How shall I paint thee?-Be this naked stone
My seat, while I give way to such intent;
Pleased could my verse, a speaking monument,
Make to the eyes of men thy features known.
But as of all those tripping lambs not one
Outruns his fellows, so hath Nature lent
To thy beginning nought that doth present
Peculiar ground for hope to build upon.
To dignify the spot that gives thee birth,
No sign of hoar Antiquity's esteem
Appears, and none of modern Fortune's care;
Yet thou thyself hast round thee shed a gleam
Of brilliant moss, instinct with freshness rare ;
Prompt offering to thy Foster-mother, Earth!

IV.

TAKE, cradled Nursling of the mountain, take
This parting glance, no negligent adieu !

A Protean change seems wrought while I pursue
The curves, a loosely-scattered chain doth make;
Or rather thou appear'st a glistering snake,
Silent, and to the gazer's eye untrue,

Thridding with sinuous lapse the rushes, through
Dwarf willows gliding, and by ferny brake.
Starts from a dizzy steep the undaunted Rill

Robed instantly in garb of snow-white foam;
And laughing dares the Adventurer, who hath clomb
So high, a rival purpose to fulfil ;

Else let the dastard backward wend, and roam,

Seeking less bold achievement, where he will!

V.

SOLE listener, Duddon! to the breeze that played
With thy clear voice, I caught the fitful sound.
Wafted o'er sullen moss and craggy mound-
Unfruitful solitudes, that seemed to upbraid
The sun in heaven !—but now, to form a shade
For Thee, green alders have together wound
Their foliage; ashes flung their arms around;
And birch-trees risen in silver colonnade.

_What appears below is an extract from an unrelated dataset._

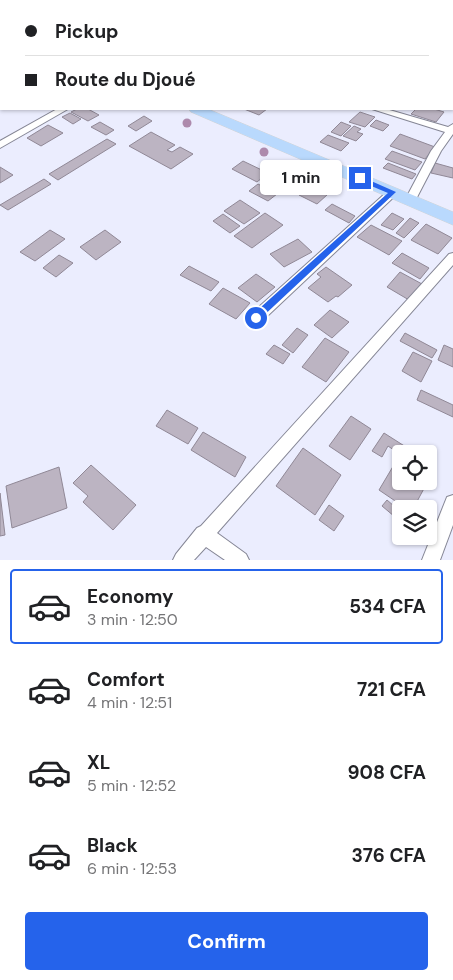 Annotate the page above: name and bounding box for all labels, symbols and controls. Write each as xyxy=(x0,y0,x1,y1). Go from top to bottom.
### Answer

And thou hast also tempted here to rise,

'Mid sheltering pines, this Cottage rude and grey;
Whose ruddy children, by the mother's eyes
Carelessly watched, sport through the summer day,
Thy pleased associates :-light as endless May
On infant bosoms lonely Nature lies.

VI.

FLOWERS.

ERE yet our course was graced with social trees
It lacked not old remains of hawthorn bowers,
Where small birds warbled to their paramours;
And, earlier still, was heard the hum of bees;
I saw them ply their harmless robberies,

And caught the fragrance which the sundry flowers,
Fed by the stream with soft perpetual showers,
Plenteously yielded to the vagrant breeze.

There bloomed the strawberry of the wilderness; The trembling eyebright showed her sapphire blue, The thyme her purple, like the blush of Even; And if the breath of some to no caress

Invited, forth they peeped so fair to view,

All kinds alike seemed favourites of Heaven.

VII.

“CHANGE me, some God, into that breathing rose !”
The love-sick Stripling fancifully sighs,
The envied flower beholding, as it lies
On Laura's breast, in exquisite repose;
Or he would pass into her bird, that throws
The darts of song from out its wiry cage;
Enraptured, could he for himself engage

The thousandth part of what the Nymph bestows;
And what the little careless innocent

Ungraciously receives. Too daring choice!

There are whose calmer mind it would content
To be an unculled floweret of the glen,
Fearless of plough and scythe; or darkling wren
That tunes on Duddon's banks her slender voice.